Le planning millimétré d’Habib Beye (ce mardi)
L’ancien capitaine de l’OM ne perd pas une seconde. Libéré de ses obligations avec Rennes depuis le 9 février, il s’apprête à vivre les heures les plus intenses de sa nouvelle carrière d’entraîneur :
- 12h00 : Dans le train direction le Sud. Beye vit déjà dans les Bouches-du-Rhône, le trajet est une routine, mais celui-ci a un goût particulier de « retour à la maison ».
- 14h15 : Rendez-vous crucial. En visioconférence depuis son siège de train (ou à peine arrivé), il doit régler son litige juridique avec le Stade Rennais devant la LFP. C’est le dernier obstacle administratif avant de pouvoir signer son nouveau contrat.
- Fin d’après-midi : Direction la Commanderie pour parapher son engagement avec l’OM.
Objectif : Brest dès vendredi
Le timing est serré. Si tout est signé ce soir, Habib Beye pourrait diriger sa première séance d’entraînement dès mercredi matin.
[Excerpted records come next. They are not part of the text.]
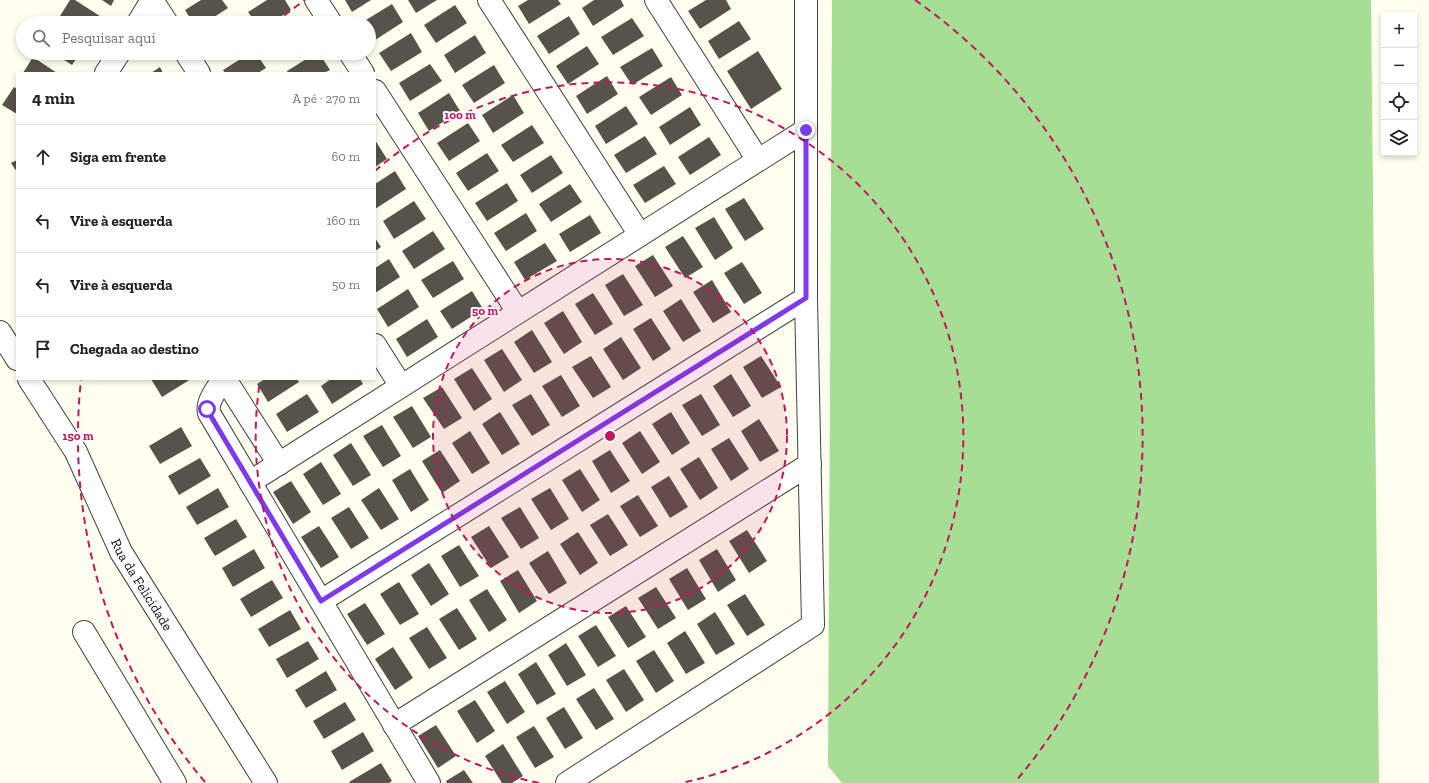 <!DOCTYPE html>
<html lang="pt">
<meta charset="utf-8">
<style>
:root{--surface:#fff;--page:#f2f2f2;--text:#222;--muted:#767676;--line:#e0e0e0}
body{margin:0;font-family:"Zilla Slab",serif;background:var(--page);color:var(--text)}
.controls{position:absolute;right:12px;top:12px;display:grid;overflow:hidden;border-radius:0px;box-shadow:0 2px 6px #0003}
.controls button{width:36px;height:36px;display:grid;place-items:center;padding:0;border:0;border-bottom:1px solid var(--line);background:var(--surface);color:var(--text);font:20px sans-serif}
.stop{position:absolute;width:12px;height:12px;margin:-9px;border:3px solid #7c3aed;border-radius:50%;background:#fff}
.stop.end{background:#7c3aed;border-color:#fff;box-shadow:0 1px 4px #0008}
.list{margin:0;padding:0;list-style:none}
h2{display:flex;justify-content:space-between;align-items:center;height:52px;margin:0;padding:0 16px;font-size:17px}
h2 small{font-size:13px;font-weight:400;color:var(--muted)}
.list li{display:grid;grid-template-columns:26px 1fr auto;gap:12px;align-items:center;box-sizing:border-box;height:64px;padding:0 16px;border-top:1px solid var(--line)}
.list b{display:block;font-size:15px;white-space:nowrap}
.list em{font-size:13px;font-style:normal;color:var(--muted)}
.icon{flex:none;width:22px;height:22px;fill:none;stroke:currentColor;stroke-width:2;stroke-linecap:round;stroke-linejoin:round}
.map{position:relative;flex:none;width:1429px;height:783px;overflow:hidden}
.search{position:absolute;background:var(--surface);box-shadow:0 2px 6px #0003;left:16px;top:16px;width:360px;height:44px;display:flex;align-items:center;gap:10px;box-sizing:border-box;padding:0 14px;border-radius:22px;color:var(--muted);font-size:15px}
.panel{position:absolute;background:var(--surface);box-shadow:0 2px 6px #0003;left:16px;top:72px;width:360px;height:308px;border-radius:0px}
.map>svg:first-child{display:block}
.forest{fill:#a6de95}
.building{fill:#58534a}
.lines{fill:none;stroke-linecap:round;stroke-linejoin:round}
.minor-casing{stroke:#424242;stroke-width:24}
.minor{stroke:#fff;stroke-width:22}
.route{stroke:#7c3aed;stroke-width:5}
.ring{fill:none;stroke:#c2185b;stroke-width:2;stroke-dasharray:7 5}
.labels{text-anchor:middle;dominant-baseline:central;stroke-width:4;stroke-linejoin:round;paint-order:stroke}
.street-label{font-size:14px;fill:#0f0f0f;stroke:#fff}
.centre{fill:#c2185b;stroke:#fff;stroke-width:2}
.ring-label{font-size:12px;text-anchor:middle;font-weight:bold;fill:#c2185b;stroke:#fff;stroke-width:4;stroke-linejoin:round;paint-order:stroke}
</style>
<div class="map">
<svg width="1429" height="783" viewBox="0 0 1429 783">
<rect width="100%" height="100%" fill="#fffff0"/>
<path class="forest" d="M832 0H1371L1379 783H842L828 766Z"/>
<path class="building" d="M70 0H75L103 18 100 23H72L60 16Z
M102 0H114L111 6Z
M201 0H222L228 8 205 23H193L185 10Z
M267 0H285L291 10 271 23H256L248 12Z
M345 0H371L352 12Z
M408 0H437L416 13Z
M528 0H558L561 4 529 24 518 6Z
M594 0H621L624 6 593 26 582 8Z
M706 0H726L731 9 700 29 688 11Z
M392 4 403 22 372 42 369 37V23H361Z
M455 5 467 23 436 43 424 25Z
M569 16 580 34 549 54 537 36Z
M632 18 644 36 613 55 601 37Z
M739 21 751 39 719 59 708 41Z
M411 33 422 52 391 71 379 53Z
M475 35 486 53 455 73 444 55Z
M587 46 599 64 568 84 556 66Z
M652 48 663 66 632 85 620 67Z
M758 51 782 89 751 109 727 71Z
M53 53H80L72 65Z
M212 53H223L215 58Z
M250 53H256L266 68 258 73H225L223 70Z
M275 53H290L279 60Z
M316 53H319L330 70 324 73H288L287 71Z
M33 57 57 73H23Z
M430 64 442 81 410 101 399 83Z
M494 65 505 83 474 103 462 85Z
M160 67 163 73H151Z
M607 76 618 94 587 114 576 96Z
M671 77 682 95 651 115 639 97Z
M14 87 17 89V114L2 105Z
M449 93 460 111 429 131 418 113Z
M513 95 524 113 493 133 482 115Z
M626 106 638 124 606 144 595 126Z
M690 107 701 125 670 145 659 127Z
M468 123 480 141 449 161 437 143Z
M532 125 544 143 513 162 501 145Z
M645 136 657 154 626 173 614 155Z
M709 137 721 155 690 175 678 157Z
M375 140 387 159 375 167Z
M487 153 499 171 468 191 456 173Z
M551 155 563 173 532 193 520 175Z
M17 160V172L11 163Z
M664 166 676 184 645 203 633 185Z
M395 171 406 189 375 209V184Z
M507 183 518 201 487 221 475 203Z
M570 184 582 202 551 222 539 204Z
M744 198 764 229 745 241 725 209Z
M414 201 426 219 394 239 383 221Z
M526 213 537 231 506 251 494 233Z
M590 215 601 233 570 252 559 234Z
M714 217 733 248 715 260 695 228Z
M433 231 445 249 414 269 402 251Z
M683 236 703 267 685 278 665 247Z
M375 238 381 247 375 251Z
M545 243 557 261 525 280 514 262Z
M653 255 673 286 655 297 635 266Z
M389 259 400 277 375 293V268Z
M453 261 464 279 433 298 421 280Z
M742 262 762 293 744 304 724 273Z
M623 274 643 305 624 316 605 285Z
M712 280 731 312 713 323 693 292Z
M408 289 419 307 388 327 377 309Z
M472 291 483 309 452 329 440 311Z
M593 293 613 324 595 335 575 304Z
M681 299 701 331 683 342 663 311Z
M563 311 582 342 564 354 544 323Z
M651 318 671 349 653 361 633 329Z
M427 319 438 337 407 357 396 339Z
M532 330 552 362 534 373 514 342Z
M621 337 641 368 623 380 603 349Z
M502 349 522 380 504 392 484 360Z
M591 356 611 387 593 398 572 367Z
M761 356 781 387 762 398 743 367Z
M472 368 492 399 474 411 454 379Z
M731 374 751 406 733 417 713 386Z
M561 375 580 406 562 417 542 386Z
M151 379H191L162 397Z
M265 379H297L299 382 268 402 257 384Z
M331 379H360L363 384 332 404 321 386Z
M442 387 462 418 444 429 423 398Z
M307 394 319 412 287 432 276 414Z
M531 394 550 425 532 436 512 405Z
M701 394 720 425 702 436 682 405Z
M412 406 431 437 413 448 393 417Z
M500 412 520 444 502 455 482 424Z
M671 412 690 443 672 455 652 424Z
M759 419 779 451 760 462 741 431Z
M382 425 401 456 383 467 363 436Z
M181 427 192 446 160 464 149 446Z
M470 431 490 463 472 474 452 443Z
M640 431 660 462 642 474 622 443Z
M729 438 749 469 731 481 711 449Z
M351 443 371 475 353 486 333 455Z
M440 450 460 481 442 493 422 461Z
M610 450 630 481 611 493 592 461Z
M699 457 718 488 700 500 680 469Z
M200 458 211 476 179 495 168 476Z
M321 462 341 494 323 505 303 474Z
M410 469 429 500 411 512 392 480Z
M580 469 600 500 582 512 562 480Z
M669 476 688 507 670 518 651 487Z
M291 481 311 512 293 524 273 492Z
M218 488 229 507 197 525 186 507Z
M379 488 399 519 381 530 361 500Z
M550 488 569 519 551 530 531 499Z
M638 495 658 526 640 537 620 506Z
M349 507 369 538 351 549 331 518Z
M520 507 539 538 521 549 501 518Z
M608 514 628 545 610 556 590 525Z
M236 519 247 537 215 556 204 538Z
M319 526 339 557 321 568 301 537Z
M489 526 509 557 491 568 471 537Z
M747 530 767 561 749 573 729 541Z
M578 532 598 563 580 575 560 544Z
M459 545 479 576 460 587 441 556Z
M254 549 265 568 233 587 222 568Z
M717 549 736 580 718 592 699 560Z
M548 551 567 583 549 594 529 563Z
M429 563 449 594 431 606 411 575Z
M687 568 706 599 688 610 669 579Z
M518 570 537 601 519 613 500 581Z
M272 580 283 598 251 617 240 599Z
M399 582 419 614 400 625 380 594Z
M656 587 676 618 658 629 638 598Z
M487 589 507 620 489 632 469 600Z
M745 594 765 625 747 636 727 605Z
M365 603 385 634 367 645 347 614Z
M626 606 646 637 628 648 608 617Z
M457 608 477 639 459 650 439 619Z
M290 610 301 629 269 647 258 629Z
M715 612 735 644 716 655 697 624Z
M596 625 616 656 598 667 578 636Z
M427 627 447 658 429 669 409 638Z
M685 631 705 663 686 674 667 643Z
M308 641 319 659 287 678 276 659Z
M566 643 586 675 567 686 548 655Z
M393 647 413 678 395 690 375 659Z
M654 650 674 681 656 693 636 661Z
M536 662 556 694 537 705 518 674Z
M624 669 644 700 626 712 606 680Z
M326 671 337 690 306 708 295 690Z
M505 681 525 712 507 724 487 692Z
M594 688 614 719 596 730 576 699Z
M475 700 495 731 477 743 457 711Z
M345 702 356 720 324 739 313 721Z
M564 707 583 738 565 749 546 718Z
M436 725 456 756 438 768 418 736Z
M534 726 554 757 535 768 516 737Z
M363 732 374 751 342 770 331 751Z
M503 744 523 776 512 783H502L485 756Z
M381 763 392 781 389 783H350L349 782Z
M464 770 473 783H447L446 781Z"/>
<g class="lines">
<defs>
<g id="minor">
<path d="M152 0 167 23"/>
<path d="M316 0 331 23"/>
<path d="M489 0 640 235"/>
<path d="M656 0 758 160"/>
<path d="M138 23 152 0"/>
<path d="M186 53 199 73"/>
<path d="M350 53 363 73"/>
<path d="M106 73 119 53"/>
<path d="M375 91 518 312"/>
<path d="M0 332 17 359"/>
<path d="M375 345 401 386"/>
<path id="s1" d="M29 379 76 452 121 552 266 783"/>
<path d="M223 379C217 389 206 402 209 413L429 783"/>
<path d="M225 379 279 464"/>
<path d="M250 482 806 130"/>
<path d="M321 601 806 298"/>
<path d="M84 632 175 783"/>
<path d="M394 725 810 464"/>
<path d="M567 783 813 625 806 298V0"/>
</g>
</defs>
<use href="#minor" class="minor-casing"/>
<use href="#minor" class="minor"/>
</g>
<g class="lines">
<path class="route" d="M207 409 209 413 321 601 806 298V130"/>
</g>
<circle cx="610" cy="436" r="177" fill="#c2185b" fill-opacity=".12"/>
<g class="ring">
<circle cx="610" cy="436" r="177"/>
<path d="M539 783A354 354 0 0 1 260 381M375 171A354 354 0 1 1 681 783"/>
<path d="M205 782A532 532 0 0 1 81 380M275 23A532 532 0 0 1 305 0M915 0A532 532 0 0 1 1015 782"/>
</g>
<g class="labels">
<g class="street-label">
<text stroke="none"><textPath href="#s1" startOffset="235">Rua da Felicidade</textPath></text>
</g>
</g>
<circle cx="610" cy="436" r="6" class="centre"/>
<g class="ring-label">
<text x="460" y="119">100 m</text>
<text x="485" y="315">50 m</text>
<text x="78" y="440">150 m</text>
</g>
</svg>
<div class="controls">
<button>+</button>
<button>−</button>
<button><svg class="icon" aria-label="locate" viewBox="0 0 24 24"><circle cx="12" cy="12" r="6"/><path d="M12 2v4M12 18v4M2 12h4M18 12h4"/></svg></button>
<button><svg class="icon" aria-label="layers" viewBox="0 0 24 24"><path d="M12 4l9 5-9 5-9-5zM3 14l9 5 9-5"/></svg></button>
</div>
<div class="stop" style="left:207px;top:409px"></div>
<div class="stop end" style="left:806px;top:130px"></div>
<div class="search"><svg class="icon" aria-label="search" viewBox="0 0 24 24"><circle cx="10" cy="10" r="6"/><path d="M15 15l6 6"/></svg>Pesquisar aqui</div>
<section class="panel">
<h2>4 min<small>A pé · 270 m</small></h2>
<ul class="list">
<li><svg class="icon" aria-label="ahead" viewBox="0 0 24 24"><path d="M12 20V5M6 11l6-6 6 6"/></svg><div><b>Siga em frente</b></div><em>60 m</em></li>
<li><svg class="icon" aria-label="left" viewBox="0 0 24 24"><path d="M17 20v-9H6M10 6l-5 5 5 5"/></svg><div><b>Vire à esquerda</b></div><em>160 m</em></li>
<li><svg class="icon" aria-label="left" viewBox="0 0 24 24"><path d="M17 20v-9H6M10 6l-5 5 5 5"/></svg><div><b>Vire à esquerda</b></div><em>50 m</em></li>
<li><svg class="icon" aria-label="arrive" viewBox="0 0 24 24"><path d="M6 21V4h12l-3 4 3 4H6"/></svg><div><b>Chegada ao destino</b></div></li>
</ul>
</section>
</div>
L’objectif est clair : être sur le banc pour le déplacement à Brest ce vendredi en Ligue 1. Un baptême du feu immédiat pour tenter de relancer une équipe en perdition.
La nouvelle ère Benatia-Beye
| Acteur | Rôle | État |
| Medhi Benatia | Directeur du Football (Plein pouvoir) | ✅ Confirmé par McCourt |
| Habib Beye | Futur Entraîneur | ⏳ En approche (Visioconférence LFP à 14h15) |
| Pablo Longoria | Président Institutionnel | ⚠️ Déclassé du sportif |
Le choix du cœur et de la raison
Pour Benatia, faire venir Habib Beye est un coup double :
- L’image : Beye est une idole du Vélodrome, son arrivée calmera instantanément une partie de la grogne des supporters.
- La compétence : Malgré une fin difficile à Rennes, son profil de meneur d’hommes et sa connaissance du contexte marseillais sont des atouts majeurs pour une mission « commando » de fin de saison.
C’est aussi la fin de l’ère des « coachs conceptuels » (comme De Zerbi) pour revenir à une identité plus locale et viscérale.